- Description of the task
The required result is a copy of each line below in which "names" appears.

Input data: Begin

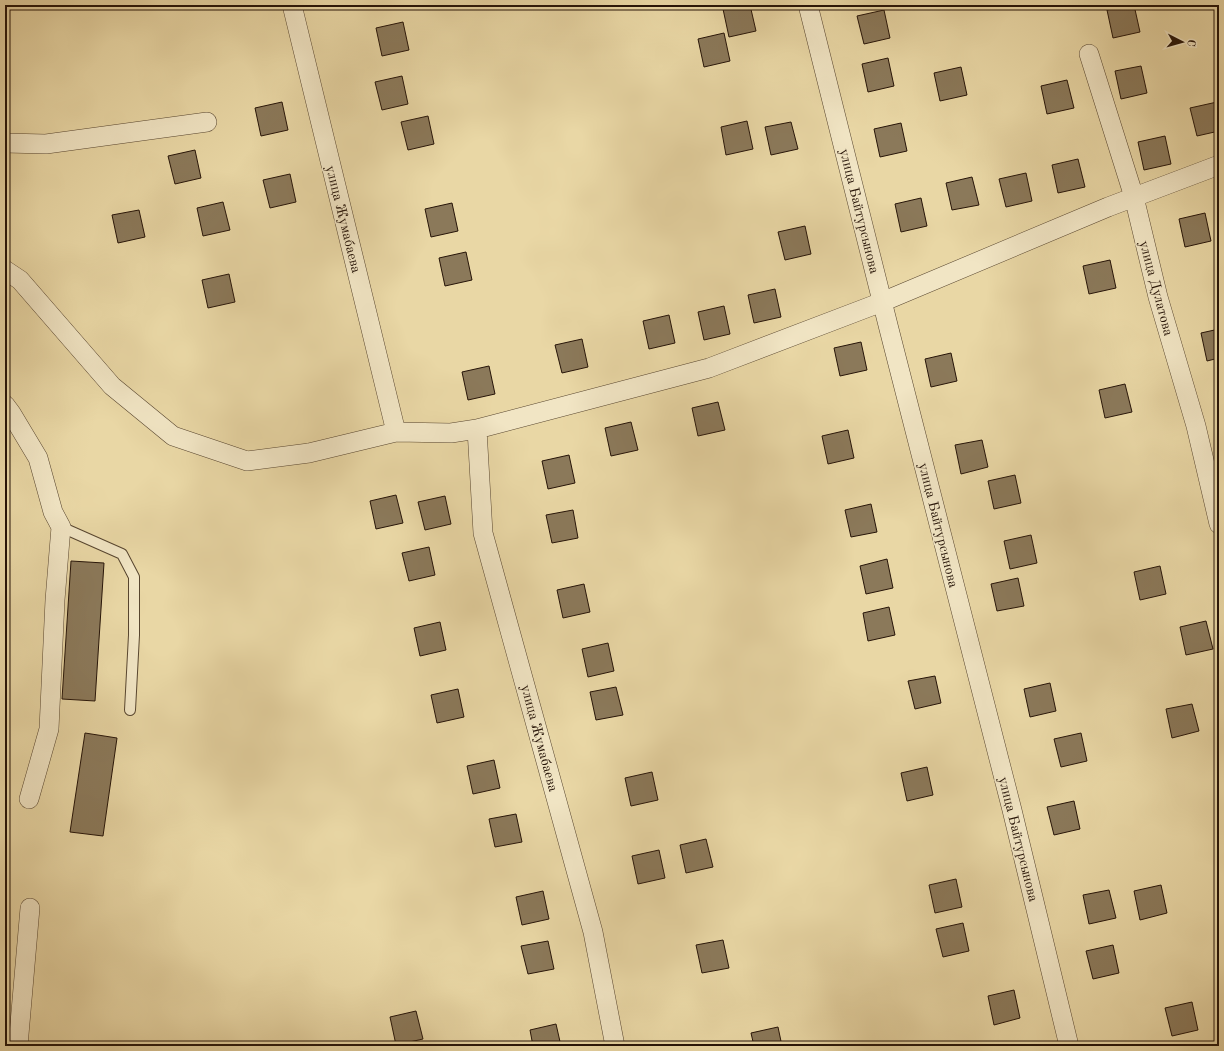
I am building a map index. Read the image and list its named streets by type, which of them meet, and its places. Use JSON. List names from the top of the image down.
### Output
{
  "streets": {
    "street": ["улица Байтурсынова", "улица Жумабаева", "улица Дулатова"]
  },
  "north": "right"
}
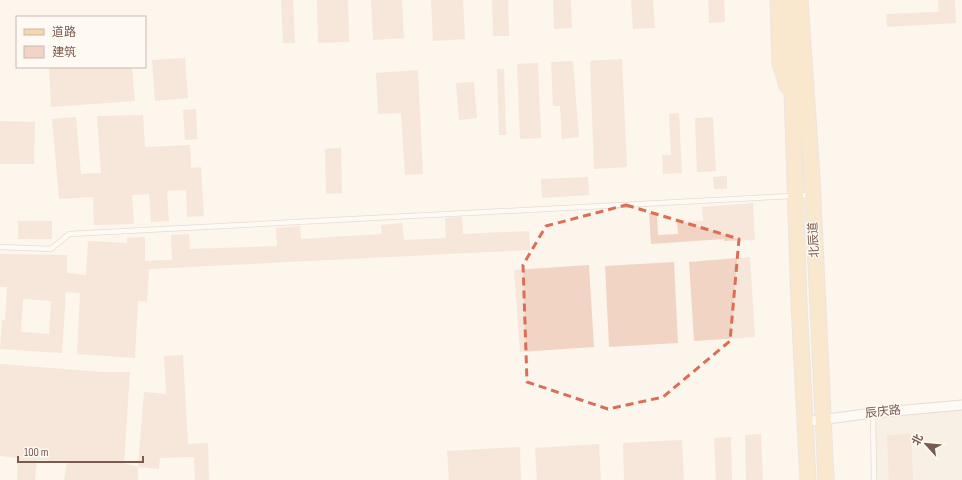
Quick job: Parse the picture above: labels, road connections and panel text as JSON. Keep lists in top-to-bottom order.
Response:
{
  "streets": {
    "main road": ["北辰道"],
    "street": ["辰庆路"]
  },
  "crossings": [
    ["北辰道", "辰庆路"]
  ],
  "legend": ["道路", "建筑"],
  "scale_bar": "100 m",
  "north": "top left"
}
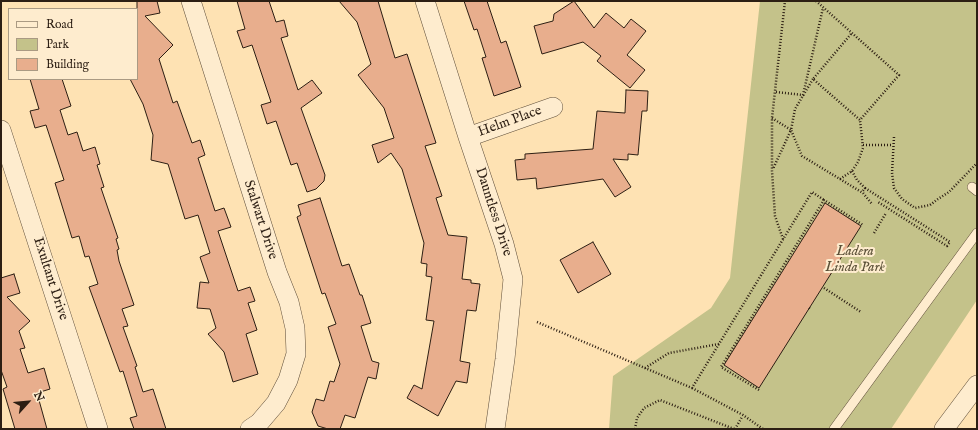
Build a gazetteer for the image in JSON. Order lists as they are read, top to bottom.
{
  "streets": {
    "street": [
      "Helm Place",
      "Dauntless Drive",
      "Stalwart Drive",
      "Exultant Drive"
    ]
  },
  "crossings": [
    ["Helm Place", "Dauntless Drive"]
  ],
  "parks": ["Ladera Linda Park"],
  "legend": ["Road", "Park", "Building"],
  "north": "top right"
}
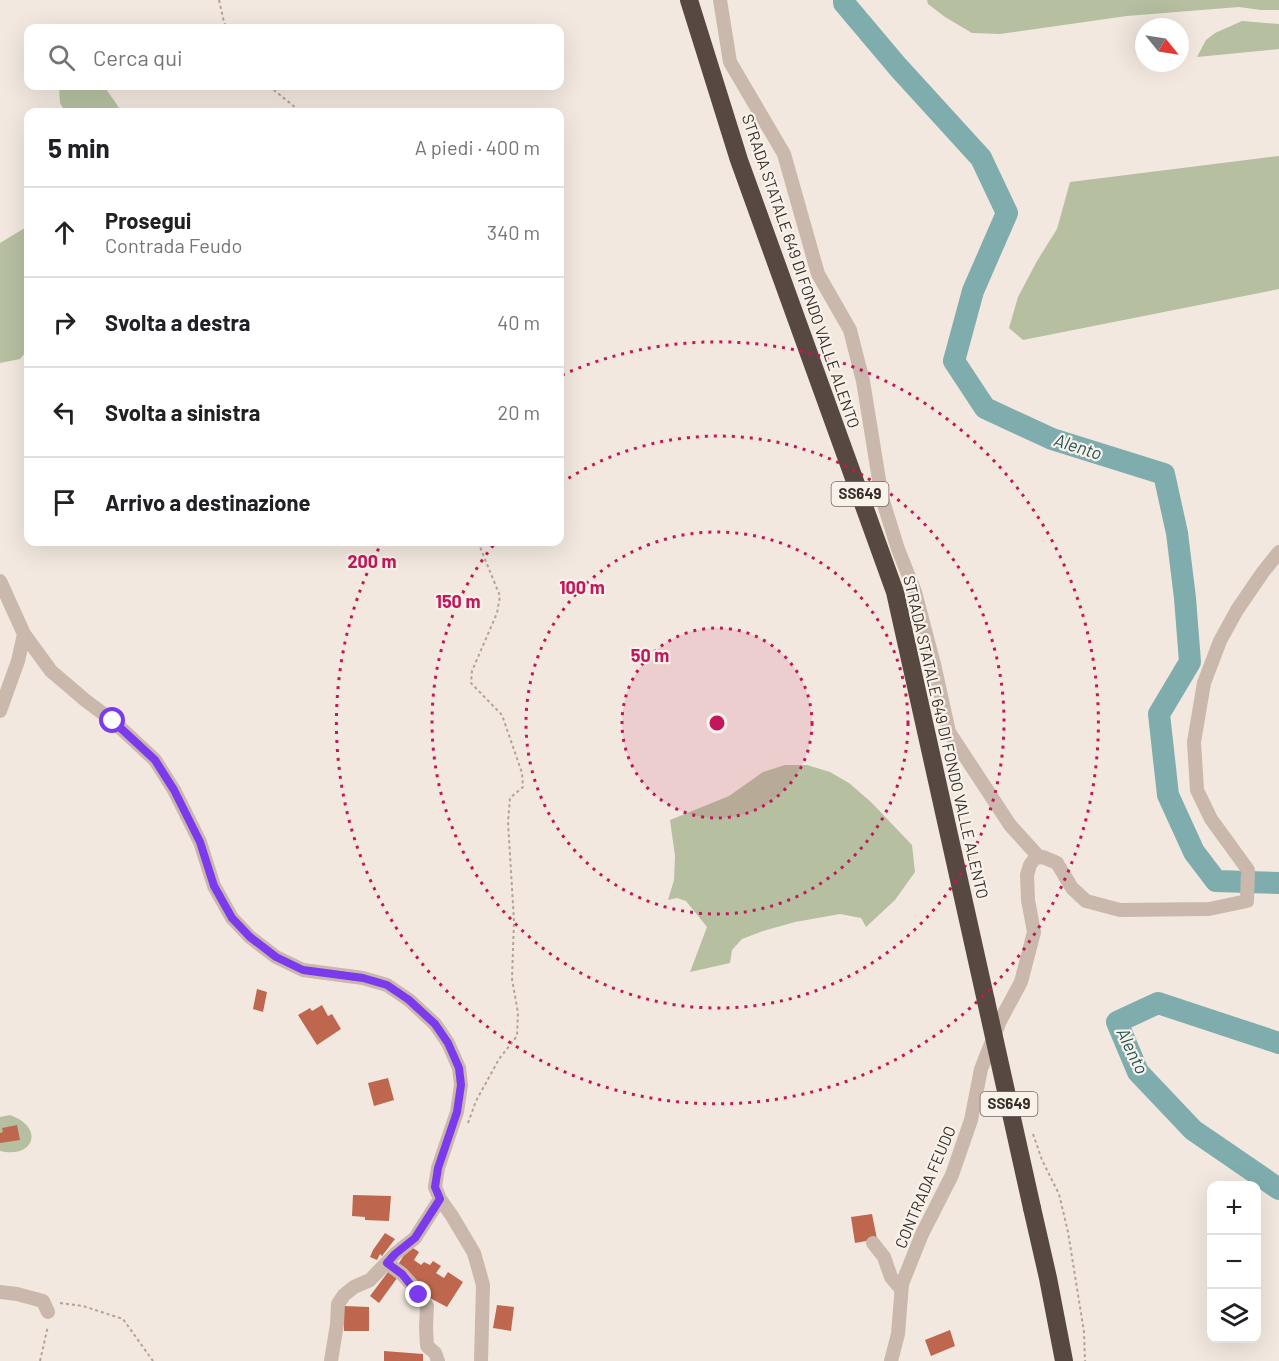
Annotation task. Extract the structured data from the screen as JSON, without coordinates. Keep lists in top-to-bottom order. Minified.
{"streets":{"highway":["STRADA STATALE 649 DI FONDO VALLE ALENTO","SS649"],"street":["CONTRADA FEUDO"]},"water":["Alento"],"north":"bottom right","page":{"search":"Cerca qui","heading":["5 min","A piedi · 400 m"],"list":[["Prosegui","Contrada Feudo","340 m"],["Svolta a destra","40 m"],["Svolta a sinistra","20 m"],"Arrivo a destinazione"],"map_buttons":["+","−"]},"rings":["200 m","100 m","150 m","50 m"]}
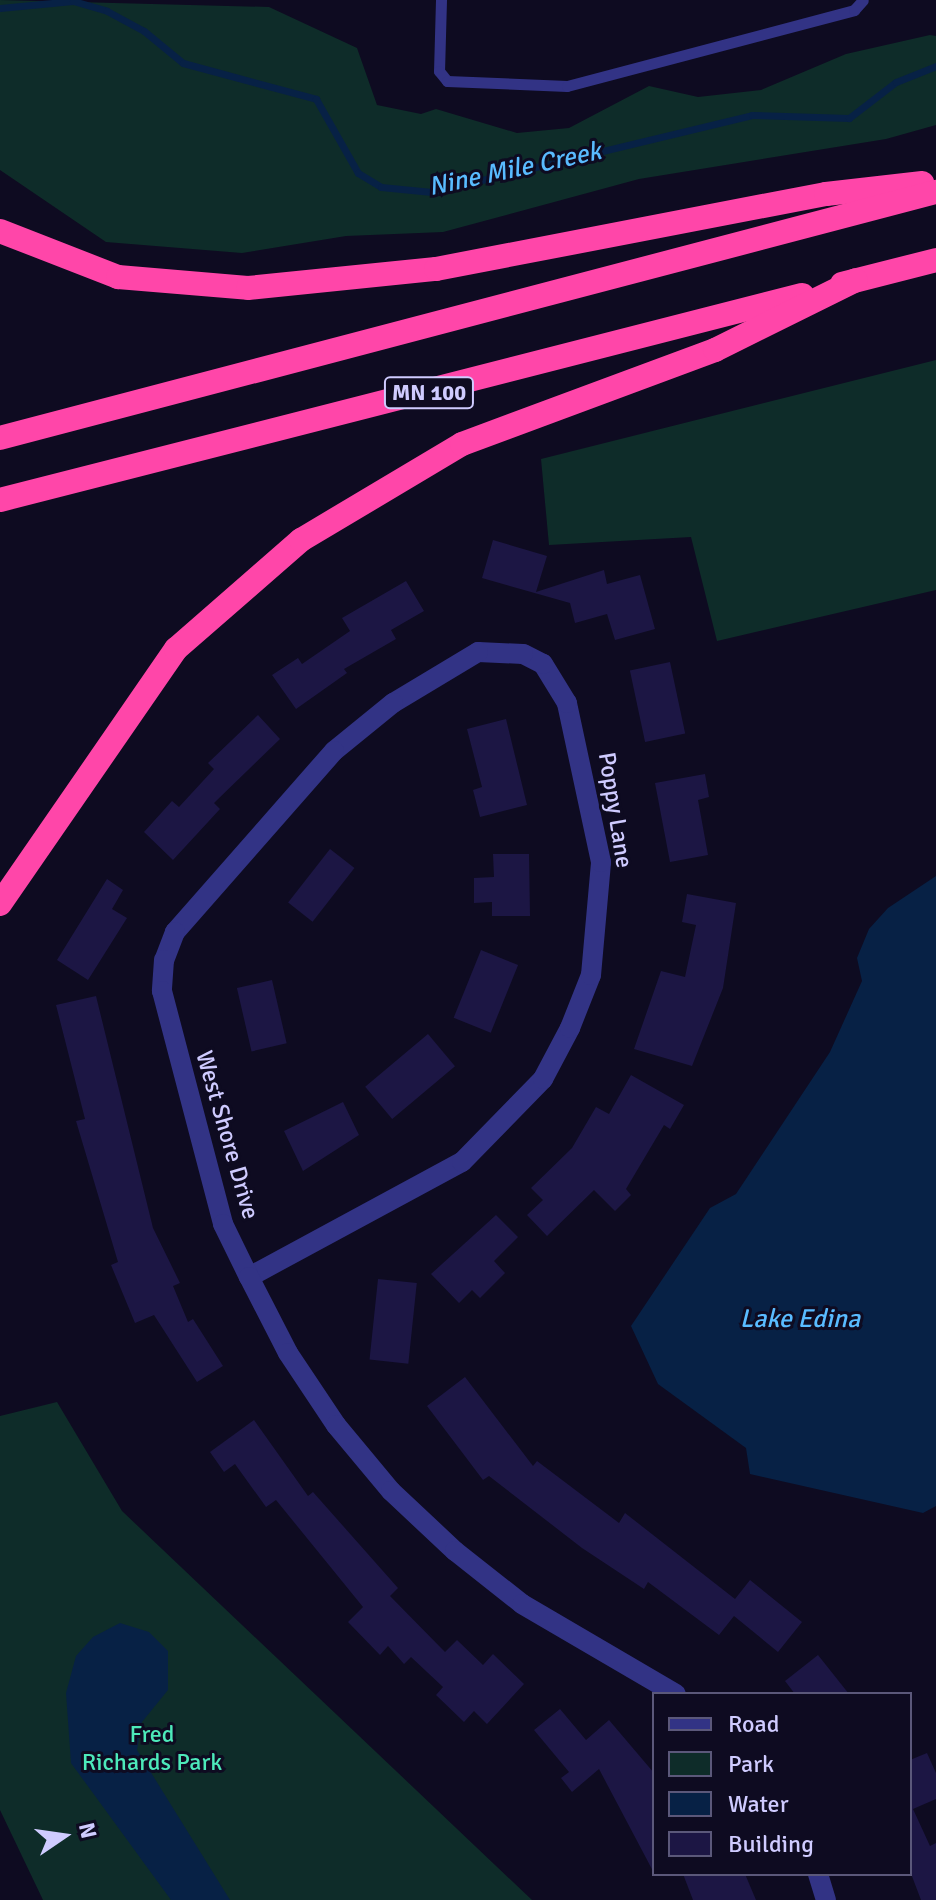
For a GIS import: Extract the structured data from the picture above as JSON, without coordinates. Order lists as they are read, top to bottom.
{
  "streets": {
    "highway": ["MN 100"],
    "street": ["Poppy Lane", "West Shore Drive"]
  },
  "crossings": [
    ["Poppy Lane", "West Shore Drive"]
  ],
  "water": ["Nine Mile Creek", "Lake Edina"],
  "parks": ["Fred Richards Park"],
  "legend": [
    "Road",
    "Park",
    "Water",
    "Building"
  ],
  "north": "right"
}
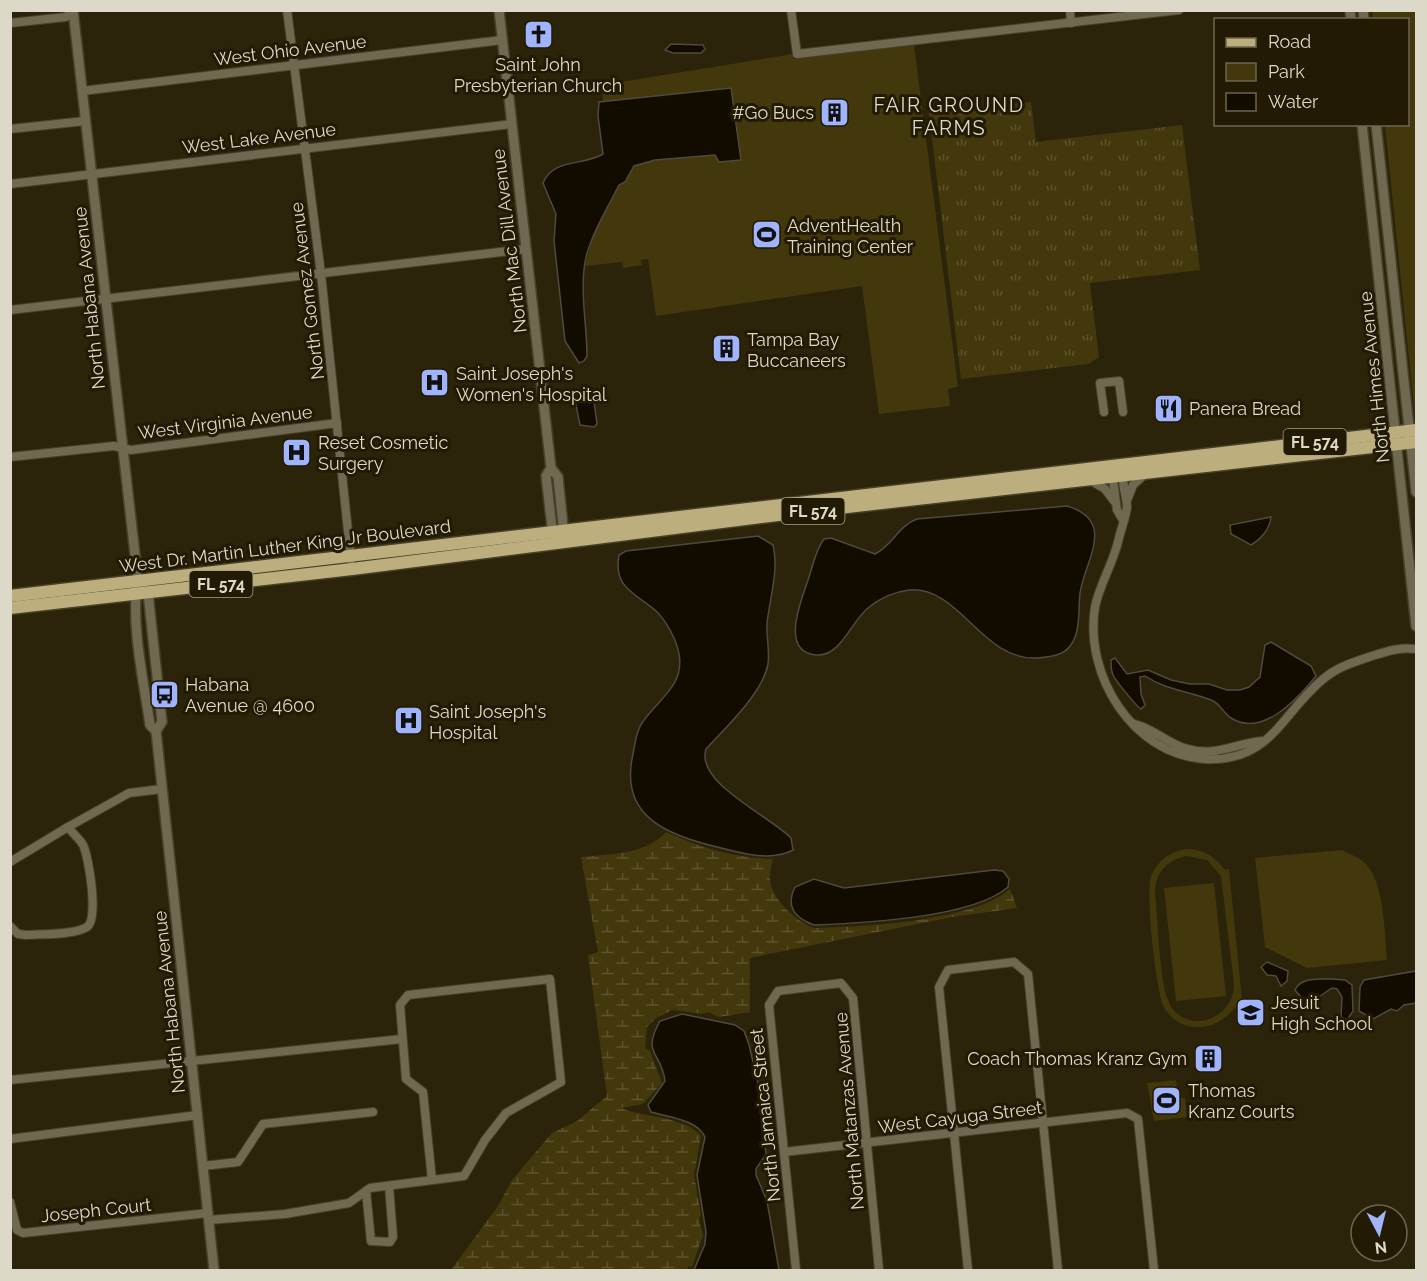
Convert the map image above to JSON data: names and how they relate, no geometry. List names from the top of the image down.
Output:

Input data: End

- Task solution
I am building a map index. Read the image and list its named streets by type, which of them meet, and its places. Use JSON. List names from the top of the image down.
Convert the map image above to JSON data: names and how they relate, no geometry. List names from the top of the image down.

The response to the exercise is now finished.